DOLAN: The people that are really going to be stranded and suffering.

Anyway, good to tag that. Good to recognize that. Good to acknowledge that because, in a way, when we tag the darkness, when we admit there’s some tension and some trauma and suffering in our life, really what we’re saying is, I need someone or something to fill that.

You know, the philosophers tell us that evil is not something, it’s a lack of something. It’s a hole, it’s the absence of good. So, in a way, when we tag all this darkness that’s going on in the world, what we’re saying is I need some light. I need some light.

And you, as a believer, I believe that Jesus, who revealed himself as light to the world, you think of the Christmas star in the middle of the darkest time of the year, the darkest time of the day, midnight, that light to the world. That’s what we got. We need a little Christmas. We need some light. It’s the darkest time of the year naturally. Was it yesterday?

JONES: Shortest day of the year.

DOLAN: Shortest day of the year. And now the sun begins to go up. So, darn it, light always trumps darkness.

CREIG MELVIN: Yes.

DOLAN: You know it. Life always wins over death. And that, of course, is the message of Christmas.

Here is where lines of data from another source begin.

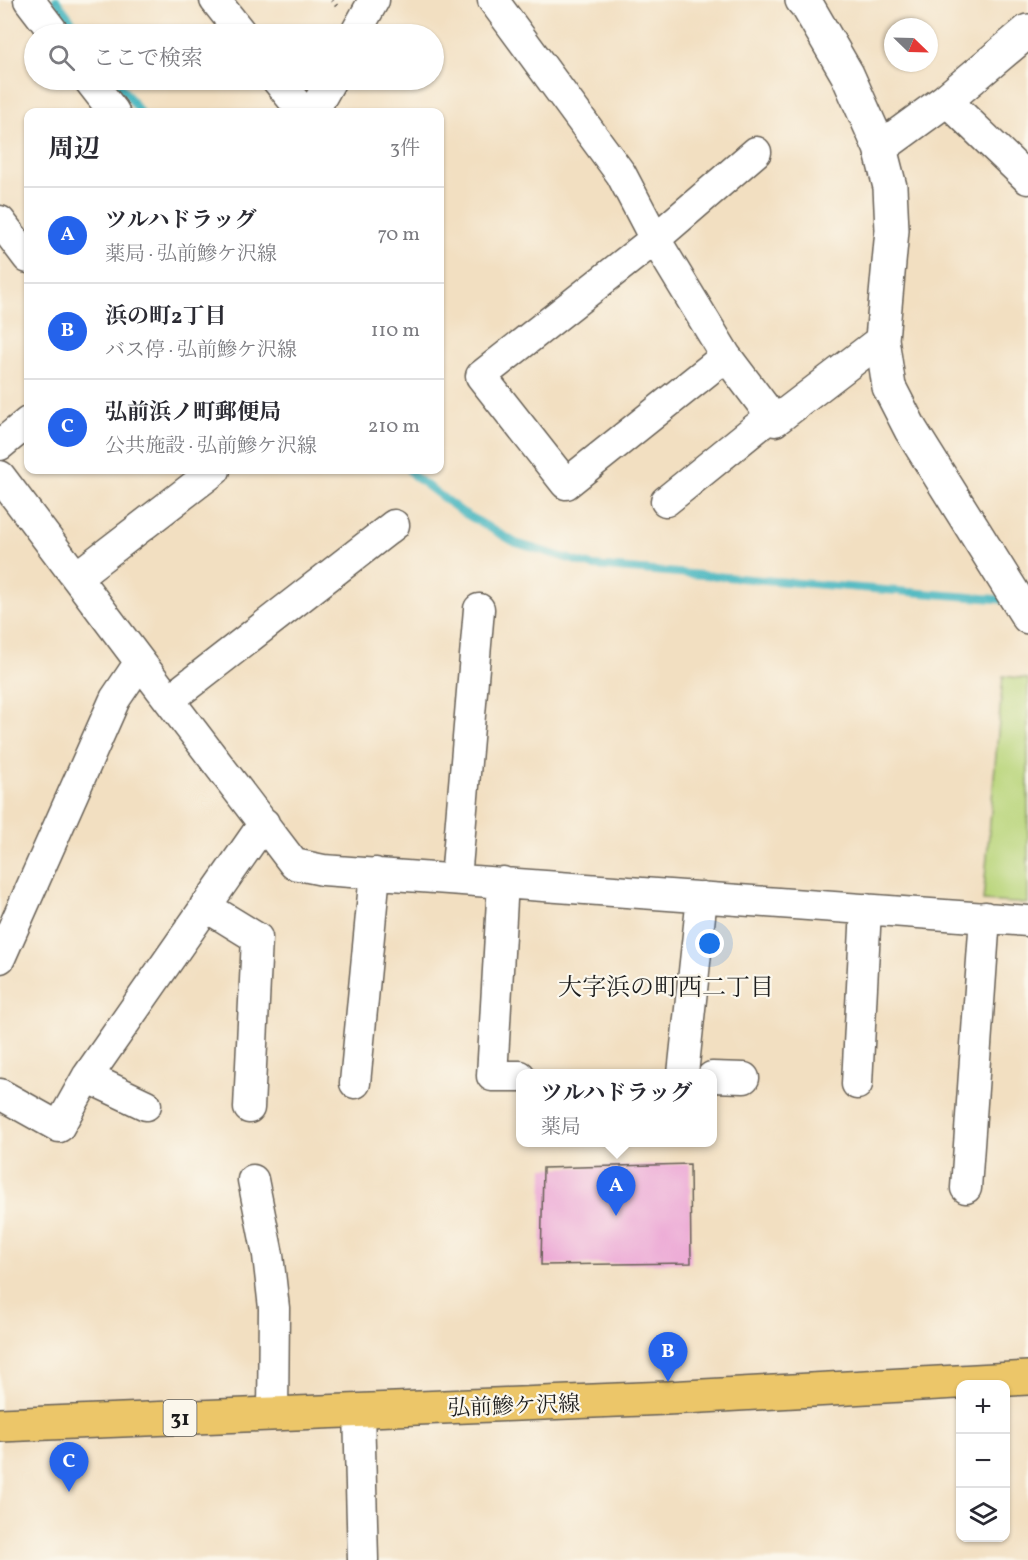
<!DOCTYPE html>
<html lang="ja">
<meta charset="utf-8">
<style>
:root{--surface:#fff;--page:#f2f2f3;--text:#2b2b33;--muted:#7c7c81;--line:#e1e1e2;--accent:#2563eb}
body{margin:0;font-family:Vollkorn,"Noto Serif JP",serif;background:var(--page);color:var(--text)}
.controls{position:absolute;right:18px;bottom:18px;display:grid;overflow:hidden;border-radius:12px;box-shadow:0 2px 4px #0004}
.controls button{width:54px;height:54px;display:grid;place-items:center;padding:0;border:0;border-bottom:2px solid var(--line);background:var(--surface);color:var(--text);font:30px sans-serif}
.compass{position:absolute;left:884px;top:18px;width:54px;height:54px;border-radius:50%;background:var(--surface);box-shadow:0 2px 4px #0004;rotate:113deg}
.you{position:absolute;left:710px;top:944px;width:21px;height:21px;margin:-15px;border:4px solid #fff;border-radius:50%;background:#1a73e8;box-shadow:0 0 0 9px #1a73e833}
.badge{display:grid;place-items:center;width:39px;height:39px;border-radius:50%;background:var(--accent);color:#fff;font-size:20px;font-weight:700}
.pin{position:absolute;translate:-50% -50px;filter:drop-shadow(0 2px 3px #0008)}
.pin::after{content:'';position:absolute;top:32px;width:21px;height:18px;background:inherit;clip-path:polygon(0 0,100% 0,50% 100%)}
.popup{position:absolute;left:516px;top:1069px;width:201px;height:78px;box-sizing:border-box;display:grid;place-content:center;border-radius:12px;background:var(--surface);filter:drop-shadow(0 2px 4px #0005);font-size:20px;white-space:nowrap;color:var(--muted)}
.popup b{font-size:22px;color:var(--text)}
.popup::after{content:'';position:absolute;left:50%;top:100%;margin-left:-12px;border:12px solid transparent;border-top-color:var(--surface)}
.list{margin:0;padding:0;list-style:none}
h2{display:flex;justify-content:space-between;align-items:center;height:78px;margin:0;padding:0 24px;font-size:26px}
h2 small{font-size:20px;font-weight:400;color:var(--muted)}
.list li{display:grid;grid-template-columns:39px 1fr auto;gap:18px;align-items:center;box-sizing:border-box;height:96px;padding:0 24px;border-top:2px solid var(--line)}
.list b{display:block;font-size:22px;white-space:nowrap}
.list p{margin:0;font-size:20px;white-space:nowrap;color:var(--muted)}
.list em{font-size:20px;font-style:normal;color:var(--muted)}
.icon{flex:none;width:33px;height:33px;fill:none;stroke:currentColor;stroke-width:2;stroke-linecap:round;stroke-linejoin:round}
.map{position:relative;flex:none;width:1028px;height:1560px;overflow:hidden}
.search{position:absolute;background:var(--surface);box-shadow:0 2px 4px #0004;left:24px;top:24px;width:420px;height:66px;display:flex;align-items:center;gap:15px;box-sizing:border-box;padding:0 21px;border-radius:33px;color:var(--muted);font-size:22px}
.panel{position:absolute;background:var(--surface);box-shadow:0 2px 4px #0004;left:24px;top:108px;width:420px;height:366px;border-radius:12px}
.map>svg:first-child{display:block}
.green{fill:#bad57b;stroke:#6b784c;stroke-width:1.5}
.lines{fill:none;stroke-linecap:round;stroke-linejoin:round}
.stream{stroke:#47b6bf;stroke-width:8}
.building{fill:#eca8d5}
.minor-casing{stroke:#676056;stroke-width:33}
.tertiary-casing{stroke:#676056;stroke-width:36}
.primary-casing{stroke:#676056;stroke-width:36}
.path{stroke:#676056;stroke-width:4;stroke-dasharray:1.5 4.5;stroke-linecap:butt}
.minor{stroke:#fff;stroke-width:30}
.tertiary{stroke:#fff;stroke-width:33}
.primary{stroke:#ecc669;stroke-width:33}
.labels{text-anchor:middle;stroke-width:4.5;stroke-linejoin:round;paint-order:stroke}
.shield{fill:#fbf7ec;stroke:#5f5e5a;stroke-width:1.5}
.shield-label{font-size:21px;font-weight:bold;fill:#1c1c1c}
.street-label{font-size:22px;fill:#1c1c1c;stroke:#fbf7ec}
.neighbourhood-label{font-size:24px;fill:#1c1c1c;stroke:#fbf7ec}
</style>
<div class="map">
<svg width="1028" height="1560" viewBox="0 0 1028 1560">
<rect width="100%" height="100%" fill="#fbf7ec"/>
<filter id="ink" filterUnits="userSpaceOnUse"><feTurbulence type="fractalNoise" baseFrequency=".0167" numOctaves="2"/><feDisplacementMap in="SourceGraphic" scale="12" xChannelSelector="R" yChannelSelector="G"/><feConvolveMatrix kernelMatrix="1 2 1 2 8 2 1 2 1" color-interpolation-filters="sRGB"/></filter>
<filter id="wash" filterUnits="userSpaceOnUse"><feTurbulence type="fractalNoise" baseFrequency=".008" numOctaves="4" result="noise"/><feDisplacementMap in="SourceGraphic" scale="24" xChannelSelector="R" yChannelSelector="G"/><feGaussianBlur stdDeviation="1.35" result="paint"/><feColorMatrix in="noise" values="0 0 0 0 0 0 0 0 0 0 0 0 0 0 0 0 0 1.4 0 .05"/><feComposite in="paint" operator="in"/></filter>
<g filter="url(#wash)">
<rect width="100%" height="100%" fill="#f2dfc1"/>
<!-- green -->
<path class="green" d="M1003,676L1028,679V904L983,901Z"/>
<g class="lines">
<!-- stream -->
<path class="stream" d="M56,0L82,34
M116,80L140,112
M409,470L413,475L462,512L516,543L593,566L1007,600"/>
</g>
<g id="blocks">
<!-- building -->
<path class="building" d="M690,1164L691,1263L541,1265L543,1168Z"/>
</g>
</g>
<g filter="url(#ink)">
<use href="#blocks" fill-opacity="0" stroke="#676056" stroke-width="1.5"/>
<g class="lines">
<!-- minor casing -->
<g class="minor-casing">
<path id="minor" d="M29,0L55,34
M215,0L242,34
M493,0L621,174L655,239L726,356L775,421L882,339
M355,34L374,0
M89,80L114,112
M277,80L303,112
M946,100L1028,179
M313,112L331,80
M0,221L28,258
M726,356L566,484L481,376L655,239L756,152
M0,445L28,422
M0,476L140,662L294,864L323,870L1028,921
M666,501L771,416
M76,577L215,470
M169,700L394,525
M456,879L479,609
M503,882L492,1076H520
M205,906L257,938L249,1108
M0,958L115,699L140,662
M683,1074L702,897
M87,1077L146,1105
M712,1077L744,1078
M355,1083L375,873
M857,1084L866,909
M0,1094L59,1127L87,1077L264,823
M253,1180L268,1255L274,1308L273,1414
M966,1188L985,917
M359,1411L363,1560"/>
</g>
<!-- tertiary casing -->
<g class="tertiary-casing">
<path id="tertiary" d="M802,0L808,7L847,74L880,148L890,187L892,230L882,339L889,387L911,430L1028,617
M880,148L946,100L1028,31"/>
</g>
<!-- primary casing -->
<g class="primary-casing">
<path id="primary" d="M0,1425L667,1398L1028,1378"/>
</g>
<!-- path -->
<path class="path" d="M332,0L338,8"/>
<!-- minor -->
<use href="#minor" class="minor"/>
<!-- tertiary -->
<use href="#tertiary" class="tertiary"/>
<!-- primary -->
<use href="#primary" class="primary"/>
</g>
</g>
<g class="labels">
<!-- shield labels -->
<rect class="shield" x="163.5" y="1400" width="33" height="36" rx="4.5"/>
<g class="shield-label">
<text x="180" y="1425">31</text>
</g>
<!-- street labels -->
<g class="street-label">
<text transform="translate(514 1405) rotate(-2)" y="8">弘前鰺ケ沢線</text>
</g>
<!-- neighbourhood labels -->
<g class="neighbourhood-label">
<text x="666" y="995">大字浜の町西二丁目</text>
</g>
</g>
</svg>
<div class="controls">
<button>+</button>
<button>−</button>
<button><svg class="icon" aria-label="layers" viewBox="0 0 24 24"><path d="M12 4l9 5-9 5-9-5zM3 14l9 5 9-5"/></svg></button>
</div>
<svg class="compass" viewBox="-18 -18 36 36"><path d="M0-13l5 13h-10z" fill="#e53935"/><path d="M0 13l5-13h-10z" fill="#7c7c81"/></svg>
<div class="you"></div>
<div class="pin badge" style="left:616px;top:1216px">A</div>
<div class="popup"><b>ツルハドラッグ</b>薬局</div>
<div class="pin badge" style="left:668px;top:1382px">B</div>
<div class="pin badge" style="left:69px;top:1492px">C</div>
<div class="search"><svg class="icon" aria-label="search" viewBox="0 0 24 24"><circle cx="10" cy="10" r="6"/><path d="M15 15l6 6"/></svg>ここで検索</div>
<section class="panel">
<h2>周辺<small>3件</small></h2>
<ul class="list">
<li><span class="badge">A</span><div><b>ツルハドラッグ</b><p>薬局 · 弘前鰺ケ沢線</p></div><em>70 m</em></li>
<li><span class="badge">B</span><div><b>浜の町2丁目</b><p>バス停 · 弘前鰺ケ沢線</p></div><em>110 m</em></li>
<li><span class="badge">C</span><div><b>弘前浜ノ町郵便局</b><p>公共施設 · 弘前鰺ケ沢線</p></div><em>210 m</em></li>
</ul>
</section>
</div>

MELVIN: Cardinal, a lot of folks — for a lot of folks this time of year, it’s especially difficult, because to your point, they’re reminded of a loved one that they lost.

DOLAN: Yes. Yes.

MELVIN: Or they are suffering from loneliness and the holidays are just another reminder of them being alone.

DOLAN: Yup. Yup. Right.

MELVIN: What’s your message to them?

DOLAN: Well, my message to them, if we look back in reverent and grateful reflection and memory of those people. We miss them, you bet we do, but we turn that into a prayer of Thanksgiving, a prayer of praise to God. Thank you, Lord, that we had them. Kind of wish I still did. I really miss them, especially this time of year. But am I ever happy I had them. And they were gifts to me.

And instead of maybe kind of feeling sorry for myself and sitting in a corner, maybe I ought to be the kind of person who, when I’m gone, people are going to miss. And people are going to look back and say, boy, we miss Aunt Alice or, boy, we miss grandma. We want to be those kind of people, don’t we?

MELVIN: Yes.

DOLAN: So, instead of kind of missing them, we turn it into gratitude and we turn it into a prayer. Can I be that light for other people like he or she was to me.

JONES: We only have a minute left. Can you speak to someone who might be watching this morning who may be lonely.

DOLAN: Yeah. First of all, we’re never lonely. Okay? See, here’s the scoop. I’m talking, of course, to believers but I invite everybody to believe. So, the son of God was born in — on that Christmas day in Bethlehem because he wants to be reborn in our hearts. All right? So, we have always got that divine spark. We have always got that person, the divine, almighty God, his son of Jesus. We’ve always got him in our heart, in our soul. We are never ever alone. We have always got God. We are never by ourselves. We are never abandoned.

As the angels said that first Christmas, be not afraid, a savior is born to us. You are not alone out there.

[Throws kiss to the camera]

MELVIN: Cardinal Dolan. Let the church say amen.

DOLAN: Let the church as amen and let the church pass the eggnog.

MELVIN: Amen to that!

[Laughter]

DOLAN: Have a blessed Christmas, folks!